The data below is to be written out exactly, with no pictures.

::: Information shown

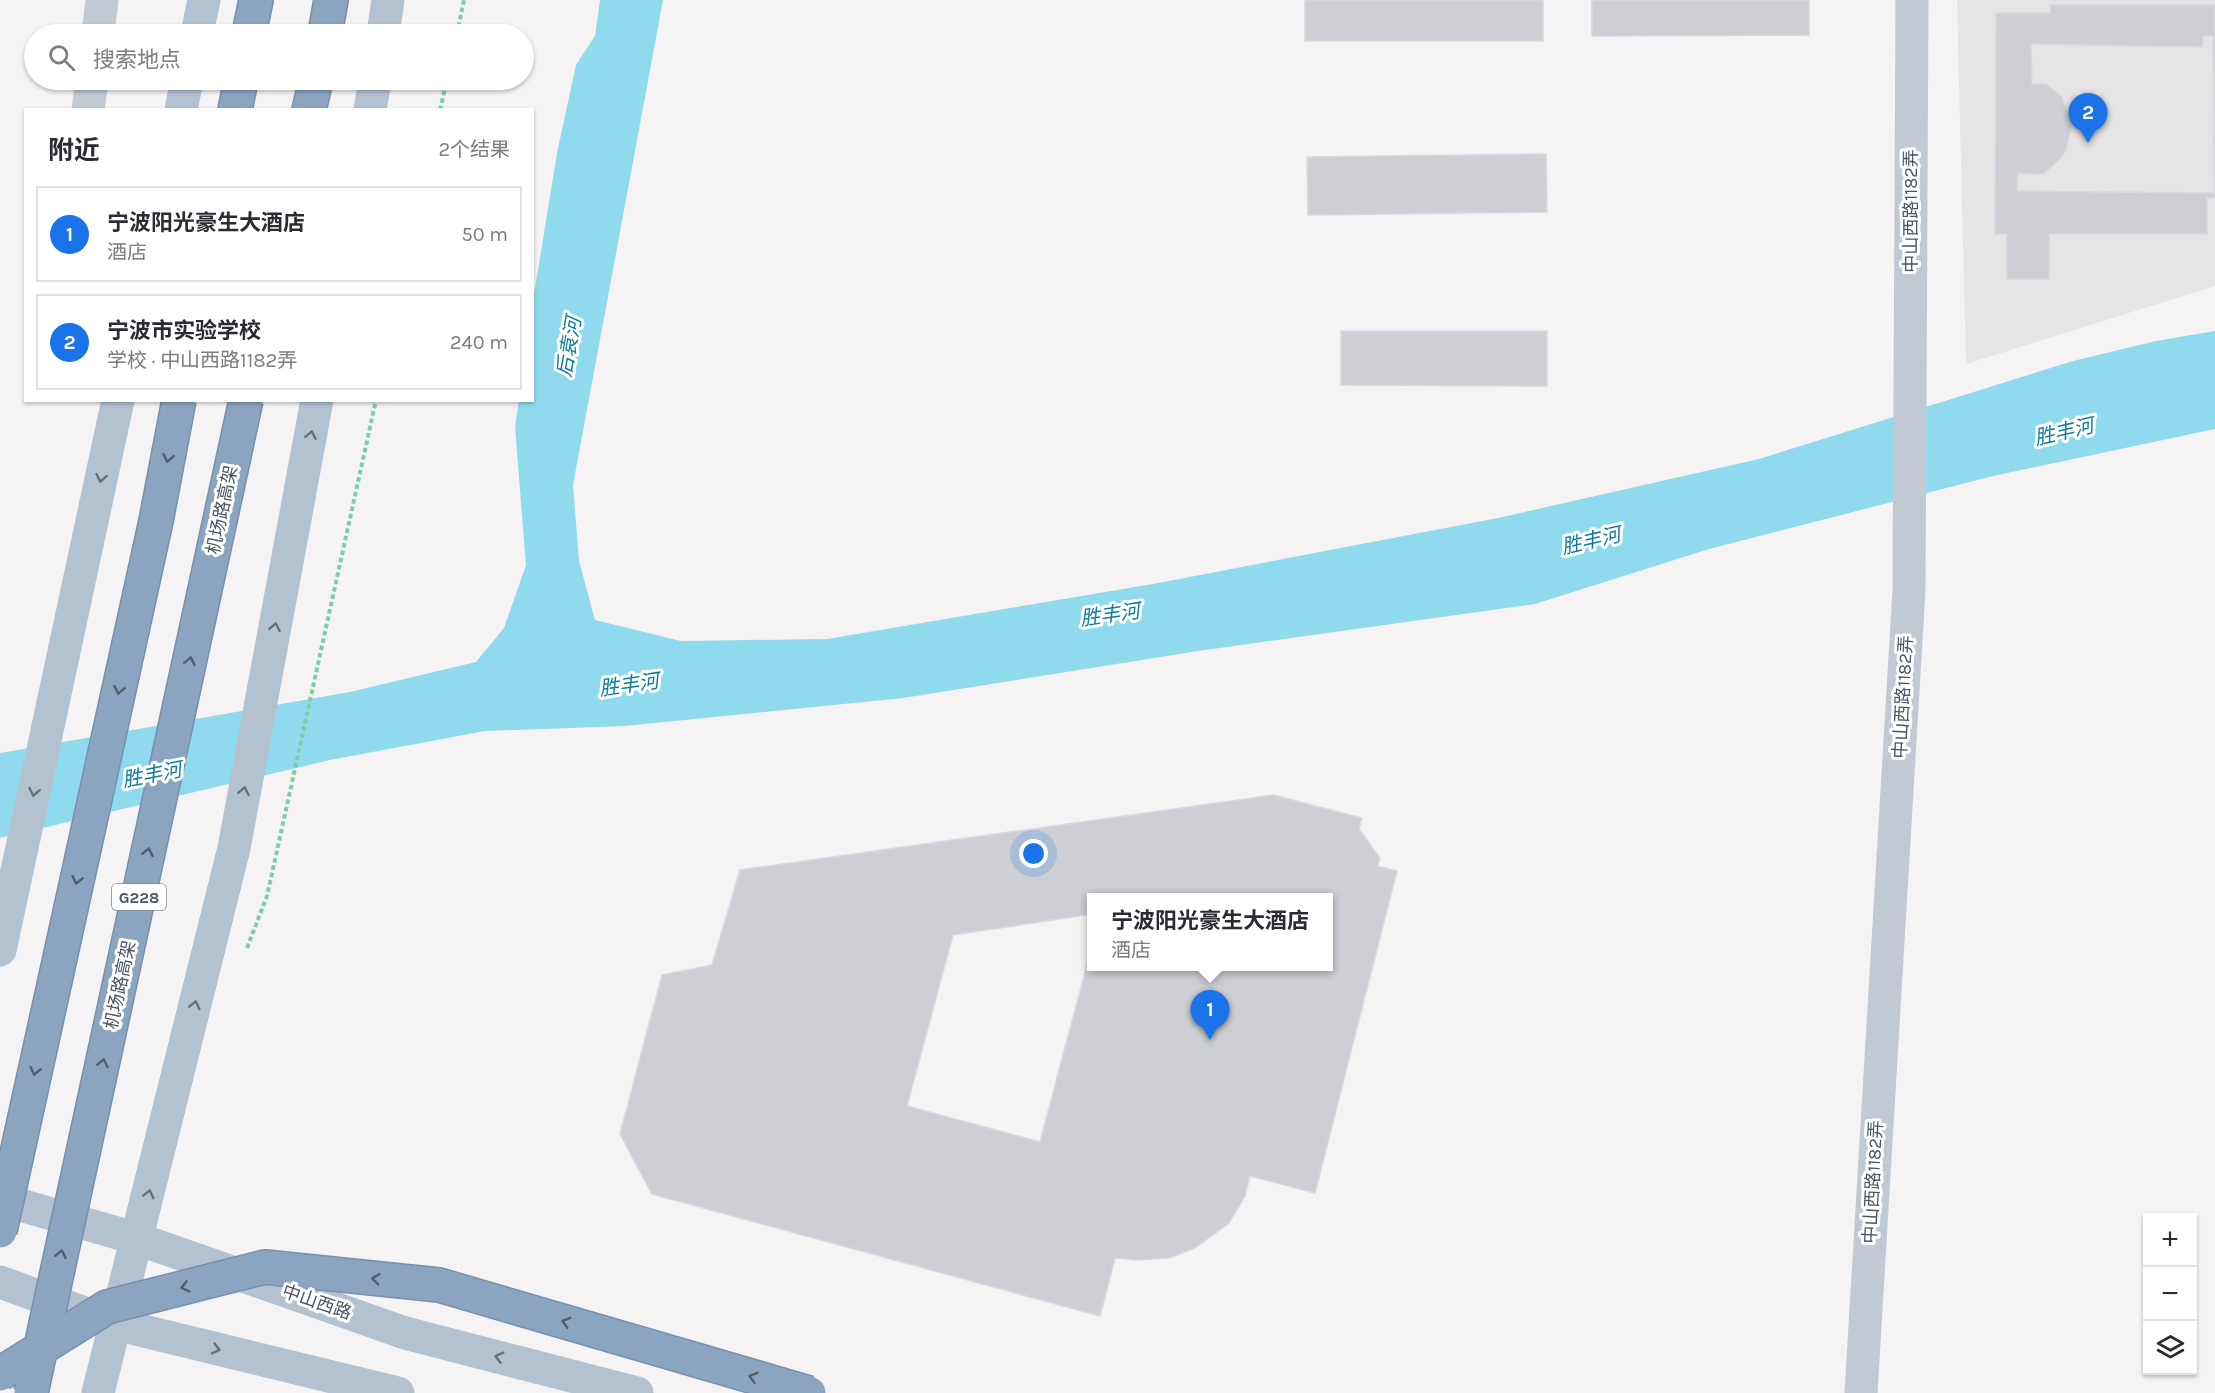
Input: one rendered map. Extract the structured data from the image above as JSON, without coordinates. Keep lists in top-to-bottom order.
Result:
{
  "streets": {
    "highway": ["机场路高架", "G228"],
    "main road": ["中山西路"],
    "street": ["中山西路1182弄"]
  },
  "water": ["后袁河", "胜丰河"],
  "page": {
    "search": "搜索地点",
    "pins": ["2", "1"],
    "heading": ["附近", "2个结果"],
    "list": [
      {
        "mark": "1",
        "name": "宁波阳光豪生大酒店",
        "note": "酒店",
        "value": "50 m"
      },
      {
        "mark": "2",
        "name": "宁波市实验学校",
        "note": "学校 · 中山西路1182弄",
        "value": "240 m"
      }
    ],
    "popup": ["宁波阳光豪生大酒店", "酒店"],
    "map_buttons": ["+", "−"]
  }
}
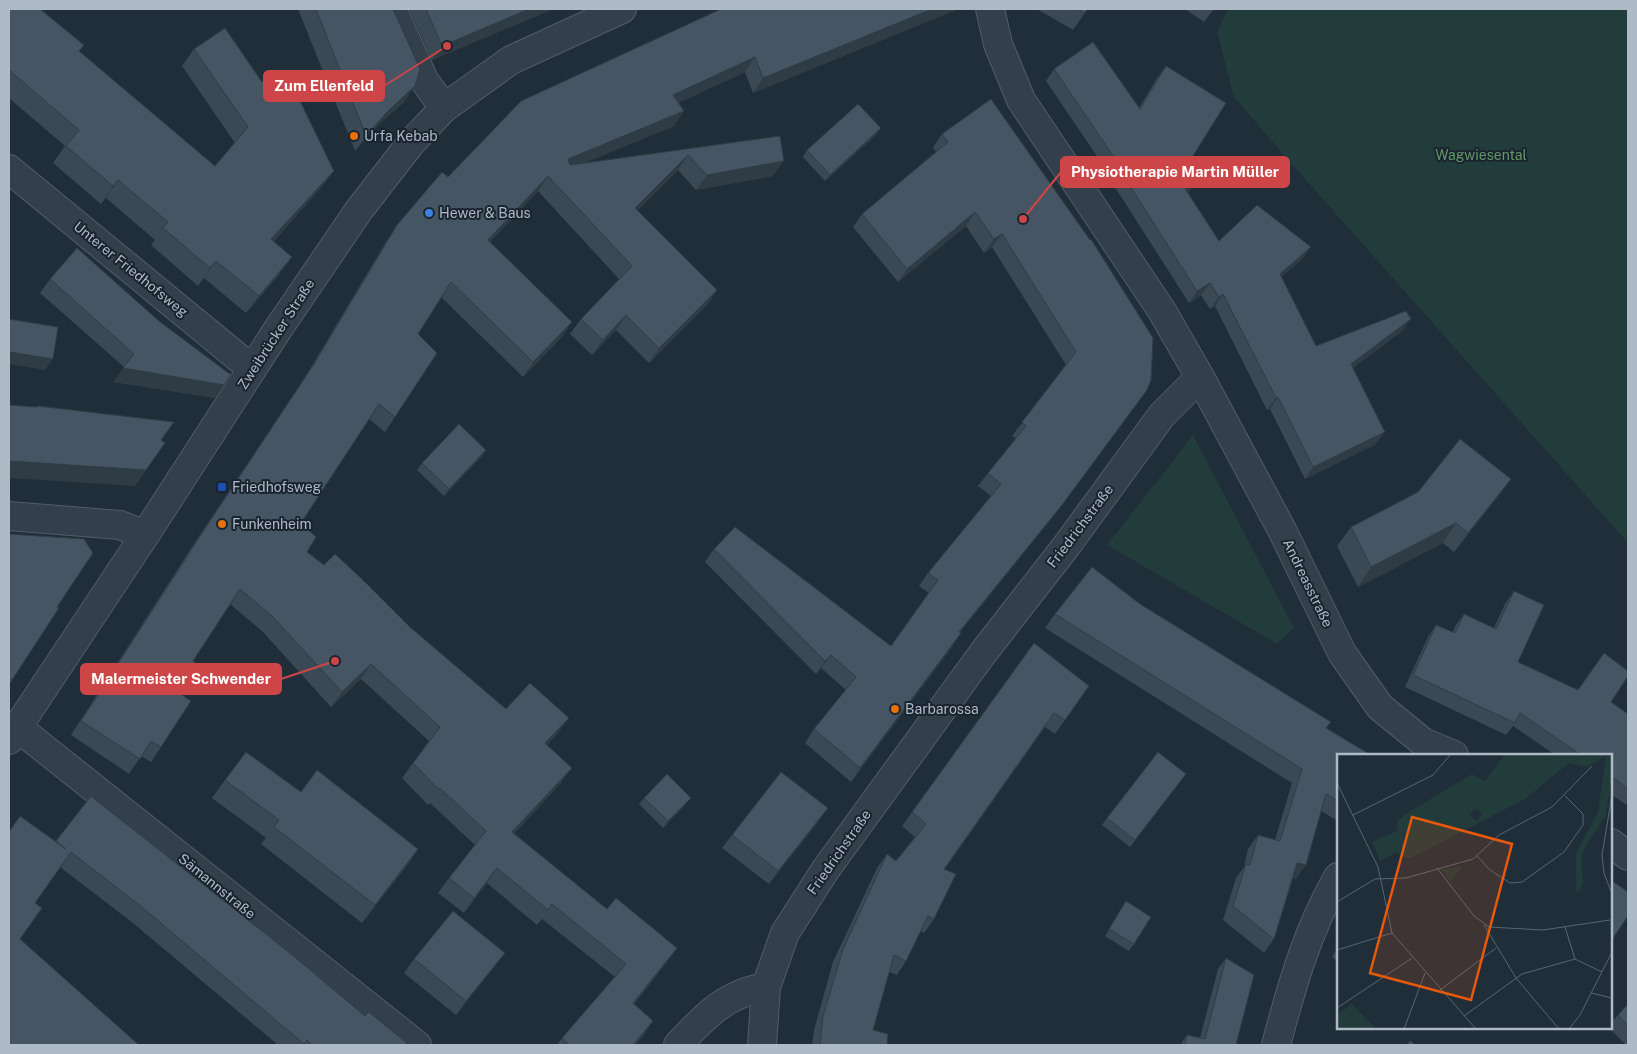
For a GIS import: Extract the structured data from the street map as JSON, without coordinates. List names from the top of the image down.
{
  "streets": {
    "street": [
      "Unterer Friedhofsweg",
      "Zweibrücker Straße",
      "Friedrichstraße",
      "Andreasstraße",
      "Sämannstraße"
    ]
  },
  "crossings": [
    ["Unterer Friedhofsweg", "Zweibrücker Straße"],
    ["Zweibrücker Straße", "Sämannstraße"],
    ["Friedrichstraße", "Andreasstraße"]
  ],
  "parks": ["Wagwiesental"],
  "places": {
    "other": [
      "Zum Ellenfeld",
      "Urfa Kebab",
      "Hewer & Baus",
      "Physiotherapie Martin Müller",
      "Funkenheim",
      "Malermeister Schwender",
      "Barbarossa"
    ],
    "transit": ["Friedhofsweg"]
  }
}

::::::

Task output:
Input: one rendered map. Extract the structured data from the image above as JSON, without coordinates. Keep lists in top-to-bottom order.
Result:
{
  "streets": {
    "highway": ["机场路高架", "G228"],
    "main road": ["中山西路"],
    "street": ["中山西路1182弄"]
  },
  "water": ["后袁河", "胜丰河"],
  "page": {
    "search": "搜索地点",
    "pins": ["2", "1"],
    "heading": ["附近", "2个结果"],
    "list": [
      {
        "mark": "1",
        "name": "宁波阳光豪生大酒店",
        "note": "酒店",
        "value": "50 m"
      },
      {
        "mark": "2",
        "name": "宁波市实验学校",
        "note": "学校 · 中山西路1182弄",
        "value": "240 m"
      }
    ],
    "popup": ["宁波阳光豪生大酒店", "酒店"],
    "map_buttons": ["+", "−"]
  }
}
For a GIS import: Extract the structured data from the street map as JSON, without coordinates. List names from the top of the image down.
{
  "streets": {
    "street": [
      "Unterer Friedhofsweg",
      "Zweibrücker Straße",
      "Friedrichstraße",
      "Andreasstraße",
      "Sämannstraße"
    ]
  },
  "crossings": [
    ["Unterer Friedhofsweg", "Zweibrücker Straße"],
    ["Zweibrücker Straße", "Sämannstraße"],
    ["Friedrichstraße", "Andreasstraße"]
  ],
  "parks": ["Wagwiesental"],
  "places": {
    "other": [
      "Zum Ellenfeld",
      "Urfa Kebab",
      "Hewer & Baus",
      "Physiotherapie Martin Müller",
      "Funkenheim",
      "Malermeister Schwender",
      "Barbarossa"
    ],
    "transit": ["Friedhofsweg"]
  }
}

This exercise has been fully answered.